12:16zamundaaa[m]: Judging by the discussion here, I hope we can all agree that security is not a solved problem by just restricting apps from being translucent, and needs actual active effort from the compositor?
12:17zamundaaa[m]: So if I make a MR adding a set_translucent_fullscreen request to xdg shell, it won't get shut down with "but security" this time?
12:17pq: well, I hear it would conflict with GNOME's current UI...
12:17zamundaaa[m]: Mutter doesn't have to support it
12:18pq: point
12:18pq: I agree about security, at least.
12:19pq: and I have no reason to reject a non-exclusive fullscreen mode
12:20emersion: as long as it's optional
12:21pq: all window states are optional to a compositor
12:21ifreund: it's nice that we have a wm_capabilites event to handle that sort of optionality now
12:34wlb: weston Issue #839 closed \o/ (Panfrost (rk3399) NV12 sampling broken https://gitlab.freedesktop.org/wayland/weston/-/issues/839)
12:41wlb: weston Merge request !1418 opened by Pekka Paalanen (pq) backend-drm: make libdisplay-info mandatory https://gitlab.freedesktop.org/wayland/weston/-/merge_requests/1418 [DRM/KMS backend]
12:44emersion: hm maybe we should make a new libdisplay-info release
12:47pq: emersion, I don't see there anything that would actually warrant a 0.2.0 except the version number was already bumped. 0.1.2 then?
12:47emersion: pq, one field was changed from int32 to int64 i think…
12:48pq: oh
12:48emersion: it's a bit unfortunate :/
12:48pq: ah, so it was.
12:48pq: nah, it's life.
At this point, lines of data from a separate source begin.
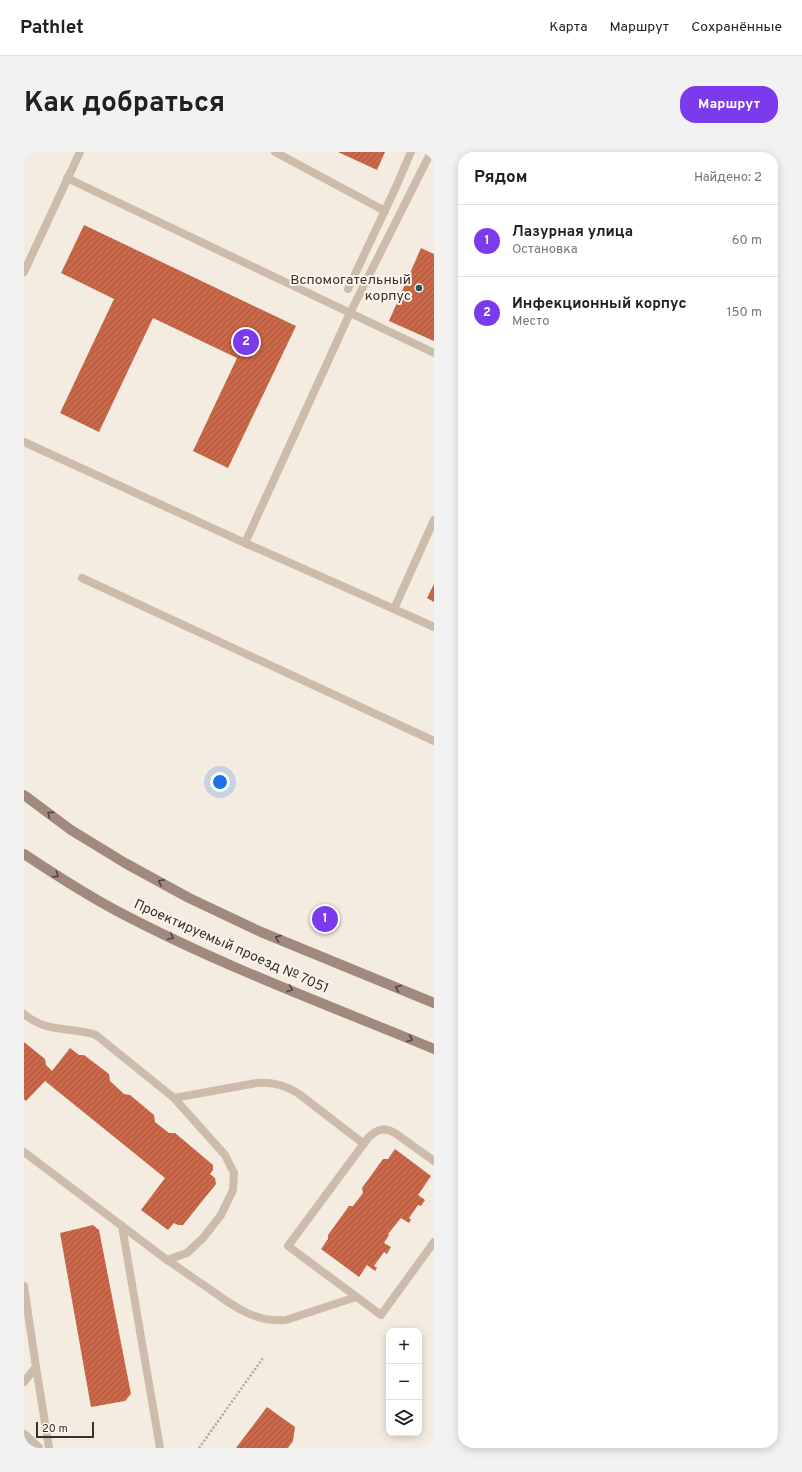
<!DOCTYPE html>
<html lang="ru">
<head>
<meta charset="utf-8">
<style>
	:root { --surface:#fff; --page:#f2f2f2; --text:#202124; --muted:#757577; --line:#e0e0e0; --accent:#7c3aed }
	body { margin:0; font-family:Overpass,sans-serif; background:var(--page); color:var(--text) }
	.controls { position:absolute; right:12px; bottom:12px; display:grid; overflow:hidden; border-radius:8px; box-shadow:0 2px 10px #0003 }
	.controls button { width:36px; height:36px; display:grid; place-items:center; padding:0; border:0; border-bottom:1px solid var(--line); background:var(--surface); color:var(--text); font:20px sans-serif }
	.scale { position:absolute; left:12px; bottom:10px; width:58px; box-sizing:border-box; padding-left:4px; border:2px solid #3b302b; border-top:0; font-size:11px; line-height:14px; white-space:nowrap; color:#3b302b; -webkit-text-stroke:3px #fbf5ee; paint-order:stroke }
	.you { position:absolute; left:196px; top:630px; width:14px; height:14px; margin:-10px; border:3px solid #fff; border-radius:50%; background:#1a73e8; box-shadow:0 0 0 6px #1a73e833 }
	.badge { display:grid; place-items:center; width:26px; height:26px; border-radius:50%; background:var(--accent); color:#fff; font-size:13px; font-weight:700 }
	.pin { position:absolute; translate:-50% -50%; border:2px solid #fff; box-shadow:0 1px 4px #0006 }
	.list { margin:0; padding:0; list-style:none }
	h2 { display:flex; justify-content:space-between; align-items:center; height:52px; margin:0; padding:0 16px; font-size:17px }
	h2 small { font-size:13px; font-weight:400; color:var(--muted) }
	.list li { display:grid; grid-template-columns:26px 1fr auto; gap:12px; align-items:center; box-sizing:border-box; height:72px; padding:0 16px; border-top:1px solid var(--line) }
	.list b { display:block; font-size:15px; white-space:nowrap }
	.list p { margin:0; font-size:13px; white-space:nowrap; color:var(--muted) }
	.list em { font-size:13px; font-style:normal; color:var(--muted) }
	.icon { flex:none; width:22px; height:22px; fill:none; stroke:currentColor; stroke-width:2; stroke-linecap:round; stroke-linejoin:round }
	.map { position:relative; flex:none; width:410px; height:1296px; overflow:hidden; border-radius:16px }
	header { display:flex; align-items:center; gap:24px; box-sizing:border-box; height:56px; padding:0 20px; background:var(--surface); border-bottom:1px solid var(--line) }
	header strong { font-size:19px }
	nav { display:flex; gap:22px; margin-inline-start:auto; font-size:14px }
	.intro { display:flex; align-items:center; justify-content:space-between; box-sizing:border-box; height:96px; padding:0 24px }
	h1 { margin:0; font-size:28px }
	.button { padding:10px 18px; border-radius:16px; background:var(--accent); color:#fff; font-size:14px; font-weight:700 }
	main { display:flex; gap:24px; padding:0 24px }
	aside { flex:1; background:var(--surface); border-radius:16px; box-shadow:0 2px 10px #0003 }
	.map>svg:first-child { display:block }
	.building { fill:url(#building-hatch) }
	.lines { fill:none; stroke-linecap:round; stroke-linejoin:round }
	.path { stroke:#b9a596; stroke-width:2.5; stroke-dasharray:2 2; stroke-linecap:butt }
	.service { stroke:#cdbbac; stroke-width:8 }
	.minor { stroke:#cdbbac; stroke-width:10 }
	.secondary { stroke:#a18a7d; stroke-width:10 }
	.oneway { stroke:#544640 }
	.poi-dot { fill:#1f5a5e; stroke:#fbf5ee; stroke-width:1.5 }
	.labels { text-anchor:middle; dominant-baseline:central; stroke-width:4; stroke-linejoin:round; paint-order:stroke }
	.poi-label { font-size:14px; fill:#3b302b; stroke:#fbf5ee; text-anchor:end }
	.street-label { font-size:14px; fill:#3b302b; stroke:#fbf5ee }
</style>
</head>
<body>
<header>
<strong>Pathlet</strong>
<nav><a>Карта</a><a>Маршрут</a><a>Сохранённые</a></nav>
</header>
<div class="intro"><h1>Как добраться</h1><a class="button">Маршрут</a></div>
<main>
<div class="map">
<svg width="410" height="1296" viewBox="0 0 410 1296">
	<defs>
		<pattern id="building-hatch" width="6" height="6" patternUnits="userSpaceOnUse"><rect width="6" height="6" fill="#c8694b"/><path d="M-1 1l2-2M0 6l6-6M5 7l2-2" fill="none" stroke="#a4573f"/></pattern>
	</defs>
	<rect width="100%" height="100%" fill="#f4ebe1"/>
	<g class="building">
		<path d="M 314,0 L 361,0 L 353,18 Z"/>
		<path d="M 60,73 L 272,174 L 204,316 L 169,299 L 213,206 L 129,166 L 75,280 L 36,261 L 90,147 L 37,121 Z"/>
		<path d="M 397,96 L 410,102 L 410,189 L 365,169 Z"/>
		<path d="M 410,432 L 410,450 L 403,446 Z"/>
		<path d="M 0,890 L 21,907 L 22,913 L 28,919 L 46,896 L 55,903 L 60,903 L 85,922 L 86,929 L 100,942 L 106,943 L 130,963 L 131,970 L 145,981 L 151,981 L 189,1013 L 189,1018 L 186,1022 L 191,1026 L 192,1032 L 159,1073 L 154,1073 L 150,1071 L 144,1078 L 117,1058 L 141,1026 L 21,929 L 2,949 L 0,947 Z"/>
		<path d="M 371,997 L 407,1024 L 394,1043 L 401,1048 L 397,1054 L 394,1053 L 385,1066 L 387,1068 L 385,1071 L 377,1066 L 364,1082 L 365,1083 L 360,1091 L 367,1095 L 363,1102 L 360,1100 L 350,1114 L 353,1116 L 351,1119 L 343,1113 L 335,1125 L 297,1097 L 304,1087 L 304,1083 L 325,1054 L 329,1054 L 339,1041 L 338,1036 L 359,1007 L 364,1007 Z"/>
		<path d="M 69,1073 L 75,1078 L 107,1242 L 101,1249 L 67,1255 L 36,1081 Z"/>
		<path d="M 243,1255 L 271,1275 L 269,1289 L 264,1296 L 212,1296 Z"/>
	</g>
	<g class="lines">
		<path class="path" d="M 175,1296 L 239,1206"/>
		<g class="service">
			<path d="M 251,0 L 361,59"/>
			<path d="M 43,26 L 410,201"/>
			<path d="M 0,120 L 56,0"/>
			<path d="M 324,137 L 371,37 L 387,0"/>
			<path d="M 0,290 L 221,391 L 326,161 L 407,0"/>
			<path d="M 410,368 L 370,457 L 410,475"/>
			<path d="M 221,391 L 370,457"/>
			<path d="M 58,426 L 410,589"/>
			<path d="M 0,862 C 24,882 45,874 72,883 L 150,946 L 233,931 C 249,930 261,933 275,942 L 340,992"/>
			<path d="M 0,1000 L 143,1108 L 163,1101 L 179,1086 L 197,1063 L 209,1038 L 210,1021 L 201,1003 L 150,946"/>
			<path d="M 410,1009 L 371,981 C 360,975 353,977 344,986 L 264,1094 L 357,1163 L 410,1090"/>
			<path d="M 98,1074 L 136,1296"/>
			<path d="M 143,1108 C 158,1118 172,1128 187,1138 C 210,1155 233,1171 262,1168 L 332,1145"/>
			<path d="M 0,1134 L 12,1215 L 0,1230"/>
			<path d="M 12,1215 L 25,1296"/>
		</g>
		<path class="minor" d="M 0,1283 L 14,1296"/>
		<g class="secondary">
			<path d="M 0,643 L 47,678 L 101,711 L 165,746 L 237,780 L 410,851"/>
			<path d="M 0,702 C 30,722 61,742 93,759 C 195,813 304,853 410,897"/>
		</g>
	</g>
	<defs><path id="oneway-chevron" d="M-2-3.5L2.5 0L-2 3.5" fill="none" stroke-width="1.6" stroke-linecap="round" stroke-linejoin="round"/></defs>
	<g class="oneway">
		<use href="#oneway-chevron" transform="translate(26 662) rotate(-143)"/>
		<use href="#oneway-chevron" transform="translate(32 723) rotate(33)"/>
		<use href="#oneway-chevron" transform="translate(137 730) rotate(-152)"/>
		<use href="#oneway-chevron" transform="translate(147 785) rotate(25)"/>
		<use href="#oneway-chevron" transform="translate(254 786) rotate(-158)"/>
		<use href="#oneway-chevron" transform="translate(374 836) rotate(-158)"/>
		<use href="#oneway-chevron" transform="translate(266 837) rotate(22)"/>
		<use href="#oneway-chevron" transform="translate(386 887) rotate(23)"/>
	</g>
	<circle class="poi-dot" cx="395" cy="136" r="4"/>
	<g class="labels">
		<g class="poi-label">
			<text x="387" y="128">Вспомогательный<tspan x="387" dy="16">корпус</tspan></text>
		</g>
		<g class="street-label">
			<text transform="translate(207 795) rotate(24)">Проектируемый проезд № 7051</text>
		</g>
	</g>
</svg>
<div class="controls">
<button>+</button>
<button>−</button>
<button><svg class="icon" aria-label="layers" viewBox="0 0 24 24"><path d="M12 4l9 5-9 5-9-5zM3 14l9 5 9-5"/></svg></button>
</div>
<div class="scale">20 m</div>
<div class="you"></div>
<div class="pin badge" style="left:301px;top:767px">1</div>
<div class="pin badge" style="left:222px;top:190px">2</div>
</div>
<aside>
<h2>Рядом<small>Найдено: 2</small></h2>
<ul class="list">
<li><span class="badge">1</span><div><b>Лазурная улица</b><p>Остановка</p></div><em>60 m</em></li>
<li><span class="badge">2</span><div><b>Инфекционный корпус</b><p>Место</p></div><em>150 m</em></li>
</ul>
</aside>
</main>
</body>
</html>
Numbers are cheap. :-)
12:49emersion: alternatively if we want a bugfix release i can write a patch which just clamps to INT32_MAX or something
12:50emersion: i think there's a whole bunch of swick[m] MRs i need to have another look at also?
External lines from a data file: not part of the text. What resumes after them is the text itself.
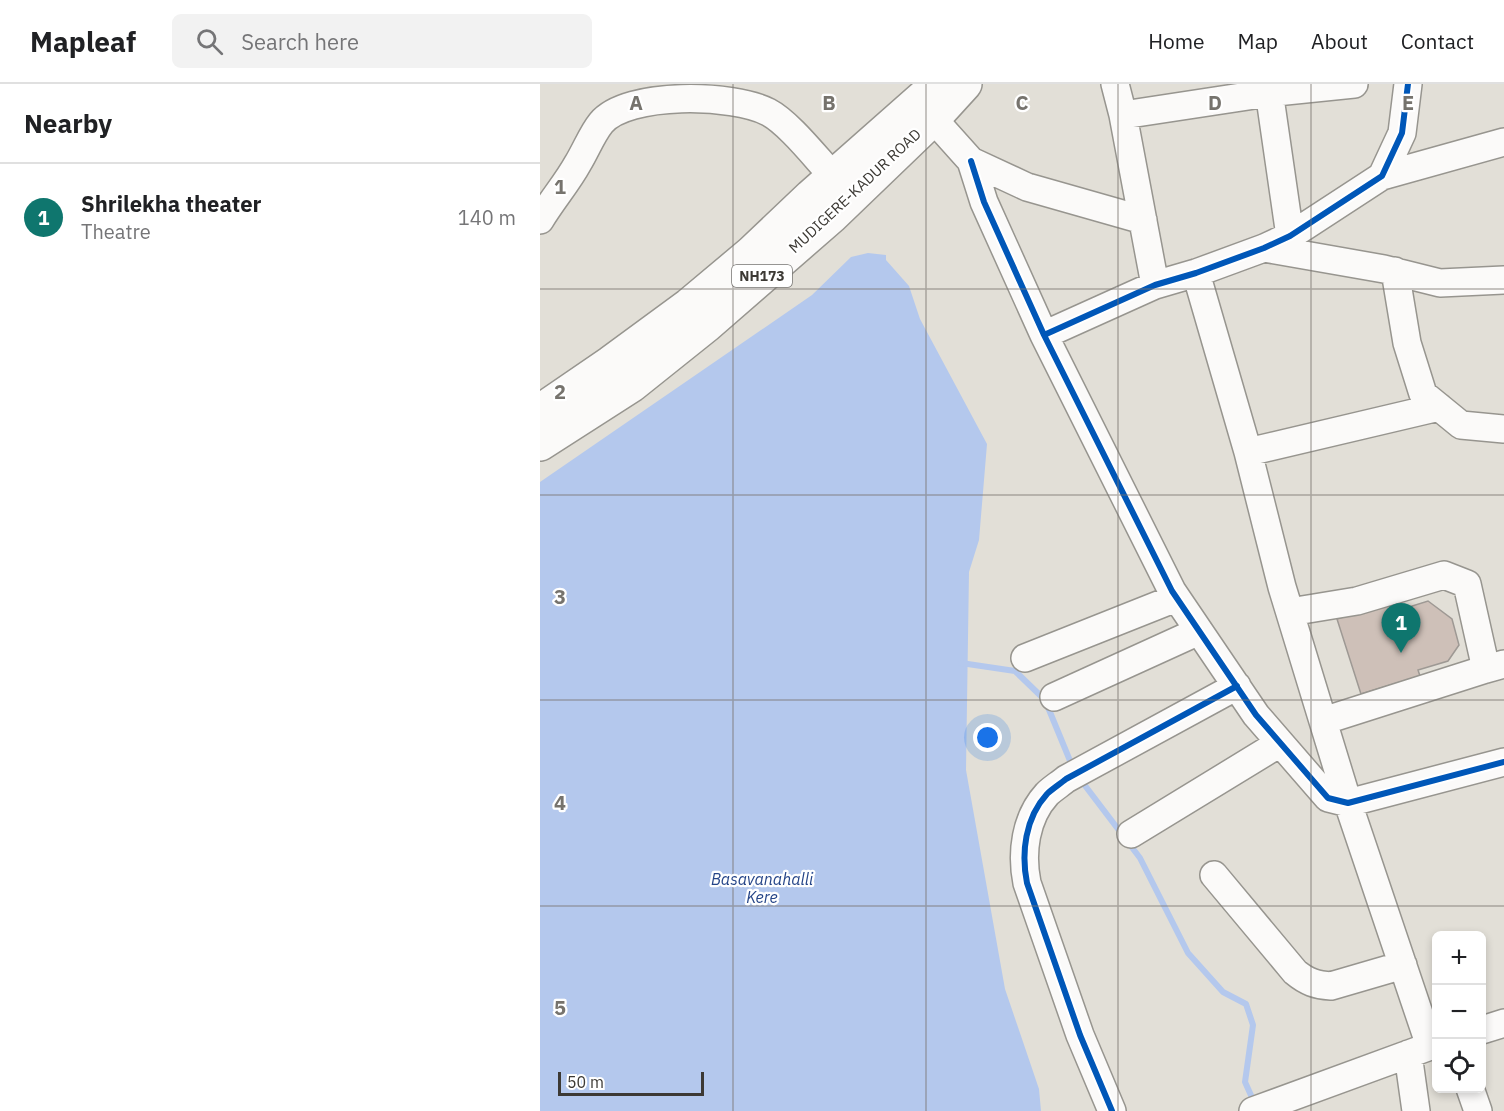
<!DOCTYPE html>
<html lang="en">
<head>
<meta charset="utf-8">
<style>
  body { margin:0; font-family:"IBM Plex Sans",sans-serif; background:#f2f2f2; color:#202124 }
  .controls { position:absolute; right:18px; bottom:18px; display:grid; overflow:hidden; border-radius:9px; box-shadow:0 3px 9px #0003 }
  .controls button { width:54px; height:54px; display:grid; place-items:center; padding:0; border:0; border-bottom:2px solid #e0e0e0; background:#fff; color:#202124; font:30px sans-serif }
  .scale { position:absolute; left:18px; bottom:15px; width:146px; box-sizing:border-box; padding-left:6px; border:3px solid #3c3934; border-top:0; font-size:16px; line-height:21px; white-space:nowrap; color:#3c3934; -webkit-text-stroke:4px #fff; paint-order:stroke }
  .you { position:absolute; left:448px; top:654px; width:21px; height:21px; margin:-15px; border:4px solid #fff; border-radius:50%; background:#1a73e8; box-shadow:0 0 0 9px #1a73e833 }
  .badge { display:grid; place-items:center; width:39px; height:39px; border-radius:50%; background:#0f766e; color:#fff; font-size:20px; font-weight:700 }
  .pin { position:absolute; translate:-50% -50px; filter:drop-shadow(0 2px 3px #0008) }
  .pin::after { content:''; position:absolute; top:32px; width:21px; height:18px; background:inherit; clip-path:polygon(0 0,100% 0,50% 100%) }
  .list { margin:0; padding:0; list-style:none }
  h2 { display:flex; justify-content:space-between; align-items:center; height:78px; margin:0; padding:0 24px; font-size:26px }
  h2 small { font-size:20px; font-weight:400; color:#757577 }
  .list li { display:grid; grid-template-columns:39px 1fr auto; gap:18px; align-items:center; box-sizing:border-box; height:108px; padding:0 24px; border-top:2px solid #e0e0e0 }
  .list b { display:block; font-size:22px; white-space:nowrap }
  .list p { margin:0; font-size:20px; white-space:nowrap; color:#757577 }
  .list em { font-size:20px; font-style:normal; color:#757577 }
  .icon { flex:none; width:33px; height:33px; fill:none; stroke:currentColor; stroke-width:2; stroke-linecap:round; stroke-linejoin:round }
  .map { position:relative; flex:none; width:964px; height:1027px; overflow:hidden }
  header { display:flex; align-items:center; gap:36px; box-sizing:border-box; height:84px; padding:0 30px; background:#fff; border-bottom:2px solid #e0e0e0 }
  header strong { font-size:28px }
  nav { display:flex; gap:33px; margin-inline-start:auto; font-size:21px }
  .search { width:420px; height:54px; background:#f2f2f2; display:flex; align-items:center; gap:15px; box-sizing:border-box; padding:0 21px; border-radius:9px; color:#757577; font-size:22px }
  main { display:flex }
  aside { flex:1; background:#fff }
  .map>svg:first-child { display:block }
</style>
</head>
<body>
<header>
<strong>Mapleaf</strong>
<div class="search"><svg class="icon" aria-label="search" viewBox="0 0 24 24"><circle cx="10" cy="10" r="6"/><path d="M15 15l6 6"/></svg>Search here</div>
<nav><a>Home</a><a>Map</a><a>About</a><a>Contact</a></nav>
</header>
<main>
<aside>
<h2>Nearby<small></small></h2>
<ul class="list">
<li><span class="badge">1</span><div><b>Shrilekha theater</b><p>Theatre</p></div><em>140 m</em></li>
</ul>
</aside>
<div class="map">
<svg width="964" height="1027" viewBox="0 0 964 1027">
  <rect width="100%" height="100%" fill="#e2dfd7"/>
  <path fill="#b4c8ed" d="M328,169L346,171V176L369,202L380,235L447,360L439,456L429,488L426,686L465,905L499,1005L501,1027H0V398L272,211L311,173Z"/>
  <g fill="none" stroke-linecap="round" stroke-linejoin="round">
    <path stroke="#b4c8ed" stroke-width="6" d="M421,579L475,587L505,616L533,684
      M540,695L600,774L648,869L683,908L706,920L713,941L705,998L714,1018"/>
  </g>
  <path fill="#cec0b8" stroke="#9e9994" stroke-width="1.5" d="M888,517L912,535L919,561L908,577L878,586L880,592L821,610L797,535L850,518L853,528Z"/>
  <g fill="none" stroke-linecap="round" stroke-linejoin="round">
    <defs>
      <path id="minor" d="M575,0L583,31L615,201
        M728,0L750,152
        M379,19L431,77L487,103L603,136
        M583,31L728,9L814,0
        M431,77L444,118L504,251L632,507L716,631L788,714L808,719L964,678
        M842,92L964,58
        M0,136C12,116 27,99 38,79C46,66 52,50 61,39C87,7 194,10 228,28C249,39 276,74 293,92
        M724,164L844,185L900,199L964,196
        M855,187L867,259L883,310L921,341L964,345
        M656,189L708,368L742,503L808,719L890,962
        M504,251L615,201L656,189L724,164L750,152L842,92L862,49L868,0
        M708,368L899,323
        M750,528L817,517L904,491L927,500L946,585L964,580
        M485,574L636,514
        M514,613L659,547
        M783,637L946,585
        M591,750L740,659
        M674,791L755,888C767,898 776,901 791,902L863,881
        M942,946L964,939
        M868,970L876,1027
        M930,1004L938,1027
        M572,1027L540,951L487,799C481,769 485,734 507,710C512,705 520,700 526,695L697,602
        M713,1027L896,960"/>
      <path id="highway" d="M0,327L70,279L149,221L211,169L271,112L390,7
        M0,360L92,301L167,241L291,133L394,34L425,0"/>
    </defs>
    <use href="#minor" stroke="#97958f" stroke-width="30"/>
    <use href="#highway" stroke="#97958f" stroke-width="36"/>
    <use href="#minor" stroke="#fbfaf9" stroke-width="27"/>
    <use href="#highway" stroke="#fbfaf9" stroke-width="33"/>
    <defs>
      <path id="cycleway" d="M431,77L444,118L504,251L632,507L716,631L788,714L808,719L964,678
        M504,251L615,201L656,189L724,164L750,152L842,92L862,49L868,0
        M572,1027L540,951L487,799C481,769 485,734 507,710C512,705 520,700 526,695L697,602"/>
    </defs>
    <use href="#cycleway" stroke="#fff" stroke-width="10"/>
    <use href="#cycleway" stroke="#0057b8" stroke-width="6"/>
  </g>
  <path fill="none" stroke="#76736d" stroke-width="1.5" stroke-opacity="0.55" d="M193,0V1027M386,0V1027M578,0V1027M771,0V1027M0,205H964M0,411H964M0,616H964M0,822H964"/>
  <g text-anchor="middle" stroke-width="4.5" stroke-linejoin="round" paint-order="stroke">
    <rect fill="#fff" stroke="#767471" stroke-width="1.5" x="192" y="181" width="60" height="22" rx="4.5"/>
    <g font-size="14" font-weight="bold" fill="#3c3934">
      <text x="222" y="197">NH173</text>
    </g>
    <g font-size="15" fill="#3c3934" stroke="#fff">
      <text transform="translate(315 107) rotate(-43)" y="5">MUDIGERE-KADUR ROAD</text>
    </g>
    <g font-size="16" font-style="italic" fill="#254588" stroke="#fff">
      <text x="222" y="801">Basavanahalli<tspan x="222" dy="18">Kere</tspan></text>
    </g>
  </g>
  <g font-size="20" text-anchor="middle" font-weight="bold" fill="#76736d" stroke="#fff" stroke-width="4.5" stroke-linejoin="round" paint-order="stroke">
    <text x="96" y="26">A</text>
    <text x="289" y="26">B</text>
    <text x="482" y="26">C</text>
    <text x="675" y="26">D</text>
    <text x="868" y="26">E</text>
    <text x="20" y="110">1</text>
    <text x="20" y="315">2</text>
    <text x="20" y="520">3</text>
    <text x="20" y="726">4</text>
    <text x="20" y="931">5</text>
  </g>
</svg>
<div class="controls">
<button>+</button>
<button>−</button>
<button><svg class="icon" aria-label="locate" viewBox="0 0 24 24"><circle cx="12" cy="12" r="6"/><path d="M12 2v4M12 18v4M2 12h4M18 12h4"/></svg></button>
</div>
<div class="scale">50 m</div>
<div class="you"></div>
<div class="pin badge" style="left:861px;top:569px">1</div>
</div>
</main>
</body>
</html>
12:50pq: makes no difference to me, Weston wouldn't even need that fix.
12:52pq: I'm just trying to get back to my "use libdisplay-info color API I added" Weston project, three days before holiday season. :-)
12:53pq: Def not gonna make it to prove the libdisplay-info API.
12:54pq: emersion, but if you do make a 0.2.0 release, I'd bump Weston to use it before making libdisplay-info mandatory.
12:57soreau:yawns
13:33emersion: pq, do you want to merge that new API MR before the next lbdi release?
13:33emersion: libdi*
13:35pq: not necessarily, it would push the release back to Jan or even Feb
13:38pq: If you want to have a 0.2.0 release this year, please go ahead.
15:17pq: emersion, I think I'll get back to the high-level colorimetry API in Jan.
15:47wlb: weston Merge request !1419 opened by Michael Olbrich (mol) backend-drm: improve logging and commit error handling https://gitlab.freedesktop.org/wayland/weston/-/merge_requests/1419
17:20wlb: weston Merge request !1420 opened by Khem Raj (kraj) libweston,tools: Include libgen.h for basename signature https://gitlab.freedesktop.org/wayland/weston/-/merge_requests/1420
17:29bwidawsk: what's an example usage for creating a popup with null parent and setting it later?
18:11vyivel: bwidawsk: https://wayland.app/protocols/wlr-layer-shell-unstable-v1#zwlr_layer_surface_v1:request:get_popup, for example
18:11bwidawsk: vyivel: yeah, I suppose my question was more like, why do this?